| WHAT NEEDS TO BE DONE |
Reply with nothing but how many lines in the entries below include "content".
================================
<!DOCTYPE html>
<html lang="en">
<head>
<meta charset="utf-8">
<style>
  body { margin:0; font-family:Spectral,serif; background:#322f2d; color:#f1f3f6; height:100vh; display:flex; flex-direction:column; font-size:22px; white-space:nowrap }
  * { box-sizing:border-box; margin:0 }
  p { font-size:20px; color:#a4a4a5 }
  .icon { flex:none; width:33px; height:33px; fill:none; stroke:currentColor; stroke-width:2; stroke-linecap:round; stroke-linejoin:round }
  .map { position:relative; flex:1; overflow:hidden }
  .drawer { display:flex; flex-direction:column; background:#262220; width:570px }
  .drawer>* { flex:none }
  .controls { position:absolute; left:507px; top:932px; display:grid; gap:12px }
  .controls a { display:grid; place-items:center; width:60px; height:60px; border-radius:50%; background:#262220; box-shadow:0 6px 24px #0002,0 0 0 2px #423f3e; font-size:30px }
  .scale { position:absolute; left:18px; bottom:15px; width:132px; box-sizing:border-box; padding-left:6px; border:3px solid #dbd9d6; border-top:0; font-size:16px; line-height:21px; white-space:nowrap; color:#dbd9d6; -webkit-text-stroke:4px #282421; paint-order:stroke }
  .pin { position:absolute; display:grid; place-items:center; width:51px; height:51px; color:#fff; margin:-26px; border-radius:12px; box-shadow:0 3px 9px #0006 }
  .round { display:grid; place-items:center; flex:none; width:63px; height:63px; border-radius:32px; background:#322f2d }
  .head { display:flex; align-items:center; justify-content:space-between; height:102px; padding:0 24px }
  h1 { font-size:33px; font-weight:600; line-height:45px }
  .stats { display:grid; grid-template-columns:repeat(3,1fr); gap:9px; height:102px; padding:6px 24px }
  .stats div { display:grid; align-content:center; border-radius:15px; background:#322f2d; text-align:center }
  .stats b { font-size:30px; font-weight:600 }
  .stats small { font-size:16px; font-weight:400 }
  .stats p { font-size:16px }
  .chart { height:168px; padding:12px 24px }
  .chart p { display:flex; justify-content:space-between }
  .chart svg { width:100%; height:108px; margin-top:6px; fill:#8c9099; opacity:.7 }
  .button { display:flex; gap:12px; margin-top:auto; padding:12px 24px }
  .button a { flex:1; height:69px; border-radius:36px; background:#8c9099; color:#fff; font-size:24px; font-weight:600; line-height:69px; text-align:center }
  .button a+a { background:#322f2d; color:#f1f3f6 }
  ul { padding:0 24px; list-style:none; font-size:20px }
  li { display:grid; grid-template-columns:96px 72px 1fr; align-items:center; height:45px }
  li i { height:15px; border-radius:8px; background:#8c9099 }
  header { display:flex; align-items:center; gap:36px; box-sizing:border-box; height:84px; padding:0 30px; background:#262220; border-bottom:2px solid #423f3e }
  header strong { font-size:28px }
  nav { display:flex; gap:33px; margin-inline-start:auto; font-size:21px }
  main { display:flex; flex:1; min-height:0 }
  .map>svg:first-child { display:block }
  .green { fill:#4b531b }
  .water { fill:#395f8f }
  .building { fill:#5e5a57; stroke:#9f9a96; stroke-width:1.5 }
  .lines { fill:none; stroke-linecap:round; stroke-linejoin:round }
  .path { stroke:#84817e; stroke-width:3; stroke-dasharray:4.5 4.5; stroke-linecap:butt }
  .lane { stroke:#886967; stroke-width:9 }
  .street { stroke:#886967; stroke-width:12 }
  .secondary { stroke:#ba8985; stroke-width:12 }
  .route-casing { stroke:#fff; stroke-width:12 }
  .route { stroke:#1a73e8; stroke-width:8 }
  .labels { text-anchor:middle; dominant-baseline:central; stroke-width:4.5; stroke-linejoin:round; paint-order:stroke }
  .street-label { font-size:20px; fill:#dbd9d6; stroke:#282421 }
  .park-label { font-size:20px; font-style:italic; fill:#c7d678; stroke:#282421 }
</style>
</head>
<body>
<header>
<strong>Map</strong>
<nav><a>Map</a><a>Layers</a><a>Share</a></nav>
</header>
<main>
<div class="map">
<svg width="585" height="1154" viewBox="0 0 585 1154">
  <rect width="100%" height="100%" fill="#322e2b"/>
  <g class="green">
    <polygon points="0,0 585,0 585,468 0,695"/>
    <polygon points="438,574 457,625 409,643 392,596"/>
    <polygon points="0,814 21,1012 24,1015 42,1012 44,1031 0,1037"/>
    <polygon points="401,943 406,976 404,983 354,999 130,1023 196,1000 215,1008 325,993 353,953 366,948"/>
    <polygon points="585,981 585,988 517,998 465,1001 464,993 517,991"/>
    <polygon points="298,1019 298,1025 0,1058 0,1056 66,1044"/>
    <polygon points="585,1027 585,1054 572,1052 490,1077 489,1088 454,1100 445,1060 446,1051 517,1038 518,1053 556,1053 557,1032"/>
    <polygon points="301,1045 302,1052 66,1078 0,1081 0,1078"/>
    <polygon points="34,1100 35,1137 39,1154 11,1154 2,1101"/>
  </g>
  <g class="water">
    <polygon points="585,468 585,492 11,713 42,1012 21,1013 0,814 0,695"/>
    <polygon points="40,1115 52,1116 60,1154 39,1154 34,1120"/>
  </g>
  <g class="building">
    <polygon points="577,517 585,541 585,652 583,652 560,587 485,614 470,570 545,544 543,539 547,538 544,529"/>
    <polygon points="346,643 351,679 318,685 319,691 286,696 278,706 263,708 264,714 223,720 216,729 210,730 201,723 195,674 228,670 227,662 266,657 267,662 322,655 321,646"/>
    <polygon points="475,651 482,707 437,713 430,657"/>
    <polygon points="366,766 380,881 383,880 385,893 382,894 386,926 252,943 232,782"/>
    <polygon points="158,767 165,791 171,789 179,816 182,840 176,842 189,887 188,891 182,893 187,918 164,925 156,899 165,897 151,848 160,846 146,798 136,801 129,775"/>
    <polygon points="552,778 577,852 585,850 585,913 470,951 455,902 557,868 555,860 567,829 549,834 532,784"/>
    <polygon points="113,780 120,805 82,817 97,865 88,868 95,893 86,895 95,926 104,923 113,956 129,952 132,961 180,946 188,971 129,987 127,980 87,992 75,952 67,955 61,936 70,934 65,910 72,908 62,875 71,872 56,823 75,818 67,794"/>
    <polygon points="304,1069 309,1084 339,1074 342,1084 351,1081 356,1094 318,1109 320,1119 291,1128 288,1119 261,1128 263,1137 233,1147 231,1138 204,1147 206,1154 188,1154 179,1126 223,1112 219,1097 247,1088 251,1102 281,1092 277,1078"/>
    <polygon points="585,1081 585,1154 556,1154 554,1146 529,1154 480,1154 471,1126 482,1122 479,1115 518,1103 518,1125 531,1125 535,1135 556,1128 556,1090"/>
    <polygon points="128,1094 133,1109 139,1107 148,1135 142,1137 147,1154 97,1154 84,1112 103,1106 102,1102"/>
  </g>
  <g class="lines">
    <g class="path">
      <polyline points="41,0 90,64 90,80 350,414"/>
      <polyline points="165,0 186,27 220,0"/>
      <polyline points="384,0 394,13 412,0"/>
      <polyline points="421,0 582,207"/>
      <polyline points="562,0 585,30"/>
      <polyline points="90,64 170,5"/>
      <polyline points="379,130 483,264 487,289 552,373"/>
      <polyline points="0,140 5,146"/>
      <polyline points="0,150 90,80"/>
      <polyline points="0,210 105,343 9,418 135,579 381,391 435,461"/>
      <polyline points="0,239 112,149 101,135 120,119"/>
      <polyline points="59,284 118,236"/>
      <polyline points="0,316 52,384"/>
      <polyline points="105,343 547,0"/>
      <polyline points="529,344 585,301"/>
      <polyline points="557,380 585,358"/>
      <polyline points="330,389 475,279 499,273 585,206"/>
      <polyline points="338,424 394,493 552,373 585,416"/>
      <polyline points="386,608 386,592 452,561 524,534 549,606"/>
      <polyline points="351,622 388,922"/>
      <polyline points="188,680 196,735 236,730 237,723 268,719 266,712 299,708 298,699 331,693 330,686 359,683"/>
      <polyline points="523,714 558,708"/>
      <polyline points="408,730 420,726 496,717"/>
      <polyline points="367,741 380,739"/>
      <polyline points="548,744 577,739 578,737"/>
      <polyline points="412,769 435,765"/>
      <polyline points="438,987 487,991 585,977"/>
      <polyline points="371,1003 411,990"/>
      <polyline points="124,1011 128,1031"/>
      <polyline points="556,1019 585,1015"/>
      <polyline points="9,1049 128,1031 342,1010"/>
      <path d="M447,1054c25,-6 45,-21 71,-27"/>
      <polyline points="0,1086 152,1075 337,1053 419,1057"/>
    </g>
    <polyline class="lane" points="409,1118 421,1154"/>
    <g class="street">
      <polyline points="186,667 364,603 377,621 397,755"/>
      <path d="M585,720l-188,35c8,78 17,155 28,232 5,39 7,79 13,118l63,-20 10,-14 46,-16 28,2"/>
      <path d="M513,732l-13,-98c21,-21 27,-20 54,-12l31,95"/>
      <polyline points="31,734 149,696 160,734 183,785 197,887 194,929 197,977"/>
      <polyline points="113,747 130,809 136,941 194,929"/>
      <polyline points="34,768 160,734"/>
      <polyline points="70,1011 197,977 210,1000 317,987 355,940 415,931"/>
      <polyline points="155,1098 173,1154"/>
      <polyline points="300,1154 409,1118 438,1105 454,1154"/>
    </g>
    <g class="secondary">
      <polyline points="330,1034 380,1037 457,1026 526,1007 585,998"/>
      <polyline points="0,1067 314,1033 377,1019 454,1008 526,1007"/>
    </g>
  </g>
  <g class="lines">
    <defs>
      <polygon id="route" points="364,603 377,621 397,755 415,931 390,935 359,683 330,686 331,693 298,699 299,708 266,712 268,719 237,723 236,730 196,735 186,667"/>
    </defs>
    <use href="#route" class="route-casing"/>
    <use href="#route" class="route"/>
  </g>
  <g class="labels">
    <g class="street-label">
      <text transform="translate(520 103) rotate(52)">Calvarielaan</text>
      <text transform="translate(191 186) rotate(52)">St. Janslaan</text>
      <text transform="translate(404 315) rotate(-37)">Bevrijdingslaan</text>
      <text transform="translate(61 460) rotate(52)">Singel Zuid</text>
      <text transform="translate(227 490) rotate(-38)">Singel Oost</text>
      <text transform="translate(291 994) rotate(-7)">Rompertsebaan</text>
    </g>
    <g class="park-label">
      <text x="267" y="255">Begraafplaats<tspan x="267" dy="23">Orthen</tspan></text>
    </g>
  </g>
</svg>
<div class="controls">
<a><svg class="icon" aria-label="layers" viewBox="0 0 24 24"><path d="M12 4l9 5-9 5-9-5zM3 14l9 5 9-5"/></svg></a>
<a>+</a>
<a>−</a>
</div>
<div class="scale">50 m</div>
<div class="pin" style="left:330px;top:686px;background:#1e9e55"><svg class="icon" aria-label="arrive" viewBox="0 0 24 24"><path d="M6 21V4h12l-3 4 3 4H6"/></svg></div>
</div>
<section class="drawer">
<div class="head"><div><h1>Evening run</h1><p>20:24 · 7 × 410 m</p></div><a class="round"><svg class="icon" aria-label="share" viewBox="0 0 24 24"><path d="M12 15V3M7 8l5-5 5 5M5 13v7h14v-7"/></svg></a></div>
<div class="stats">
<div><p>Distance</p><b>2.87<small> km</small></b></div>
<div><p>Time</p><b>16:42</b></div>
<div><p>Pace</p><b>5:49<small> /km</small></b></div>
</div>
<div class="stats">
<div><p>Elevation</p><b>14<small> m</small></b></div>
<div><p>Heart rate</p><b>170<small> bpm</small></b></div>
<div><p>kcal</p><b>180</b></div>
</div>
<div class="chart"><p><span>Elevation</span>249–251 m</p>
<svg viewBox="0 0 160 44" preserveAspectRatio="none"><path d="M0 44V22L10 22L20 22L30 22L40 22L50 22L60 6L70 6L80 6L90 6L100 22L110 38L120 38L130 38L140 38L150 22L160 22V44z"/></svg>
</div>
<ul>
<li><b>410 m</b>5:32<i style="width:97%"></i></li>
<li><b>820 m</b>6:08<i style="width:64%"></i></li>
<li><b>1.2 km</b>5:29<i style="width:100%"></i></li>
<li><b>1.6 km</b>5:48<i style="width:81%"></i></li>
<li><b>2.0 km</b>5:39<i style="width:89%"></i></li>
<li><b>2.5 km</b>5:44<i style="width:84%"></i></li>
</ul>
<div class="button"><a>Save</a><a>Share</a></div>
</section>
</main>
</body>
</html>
================================
| TASK RESULT |
3